Discussions during the workshop also revealed that European research techniques, such as on-line content monitoring, cyber patrol activities, electronic evidence gathering and the requirement for judicial supervision to access electronic evidence are difficult issues to incorporate into the Latin American procedural framework, due to a lack of institutional coordination among peers.
The process of specialisation in cybercrime is aimed at specific, reinforced training in the investigation and prosecution of highly serious and complex criminal phenomena. According to the Prosecutor attached to the Central Unit against Computer Crime of the Attorney General’s Office of Spain, Patricia Rodriguez, “new investigative techniques such as undercover agents, searches of computer systems and mass storage devices and remote computers and computer system searches are exceptional techniques for serious crimes which must be implemented when an immediate and forceful response is required by state institutions.”
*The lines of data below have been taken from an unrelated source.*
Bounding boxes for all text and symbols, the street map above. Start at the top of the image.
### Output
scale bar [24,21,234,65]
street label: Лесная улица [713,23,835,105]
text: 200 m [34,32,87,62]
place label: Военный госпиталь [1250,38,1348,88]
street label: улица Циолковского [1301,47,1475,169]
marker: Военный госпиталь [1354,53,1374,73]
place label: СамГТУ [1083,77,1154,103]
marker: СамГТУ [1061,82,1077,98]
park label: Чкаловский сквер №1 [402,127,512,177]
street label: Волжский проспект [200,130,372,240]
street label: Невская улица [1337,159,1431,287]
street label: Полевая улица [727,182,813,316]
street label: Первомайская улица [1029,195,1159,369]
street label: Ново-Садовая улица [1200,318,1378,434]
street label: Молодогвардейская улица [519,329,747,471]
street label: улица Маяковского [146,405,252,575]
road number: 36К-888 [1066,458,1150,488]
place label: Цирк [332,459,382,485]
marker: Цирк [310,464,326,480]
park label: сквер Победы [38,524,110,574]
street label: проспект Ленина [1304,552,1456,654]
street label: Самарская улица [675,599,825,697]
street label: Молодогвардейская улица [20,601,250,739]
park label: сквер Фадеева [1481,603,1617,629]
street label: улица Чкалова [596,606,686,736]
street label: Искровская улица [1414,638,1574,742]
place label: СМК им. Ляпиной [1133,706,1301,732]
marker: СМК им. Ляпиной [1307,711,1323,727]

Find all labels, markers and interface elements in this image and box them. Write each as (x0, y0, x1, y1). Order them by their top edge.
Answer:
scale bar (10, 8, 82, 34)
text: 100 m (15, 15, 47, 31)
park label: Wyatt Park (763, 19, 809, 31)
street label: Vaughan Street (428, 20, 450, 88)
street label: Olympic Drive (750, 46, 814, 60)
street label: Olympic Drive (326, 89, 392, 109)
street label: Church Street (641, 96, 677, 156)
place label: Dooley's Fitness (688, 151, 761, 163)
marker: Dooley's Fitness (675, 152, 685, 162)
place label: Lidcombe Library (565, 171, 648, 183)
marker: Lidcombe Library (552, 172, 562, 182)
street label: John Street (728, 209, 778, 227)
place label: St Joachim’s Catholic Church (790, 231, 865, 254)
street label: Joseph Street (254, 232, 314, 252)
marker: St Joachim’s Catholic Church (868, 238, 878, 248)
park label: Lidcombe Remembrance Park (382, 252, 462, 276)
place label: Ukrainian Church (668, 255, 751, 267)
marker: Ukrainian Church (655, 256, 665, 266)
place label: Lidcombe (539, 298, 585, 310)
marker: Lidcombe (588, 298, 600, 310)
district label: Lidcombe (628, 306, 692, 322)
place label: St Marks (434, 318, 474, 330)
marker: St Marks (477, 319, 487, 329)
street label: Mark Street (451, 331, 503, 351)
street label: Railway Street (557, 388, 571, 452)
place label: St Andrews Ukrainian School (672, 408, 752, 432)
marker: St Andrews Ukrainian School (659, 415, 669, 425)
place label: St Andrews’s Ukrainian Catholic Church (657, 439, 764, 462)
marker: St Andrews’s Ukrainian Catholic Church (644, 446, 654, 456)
Manuel de Almeida Pereira, representative of GLACY +, participated by means of a video link from Romania and presented the legislation and general principles of the Budapest Convention. The information he presented clarified some countries’ perspectives on issues such as data conservation and protection, effective classification and time limits.
The fight against cybercrime encompasses a broader threat: the general fight against the technological capabilities of organised crime. Shortfalls in the approach to cybercrime mean that the same applies in the fight against large-scale trafficking and transnational organisations.
EL PAcCTO is continuing to fight cybercrime through regional and multi-country activities, the result of which was the ELIPSIA Network of police specialised in the fight against on-line child pornography between Latin America and the EU, integrating EMPACT and Europol in the same network.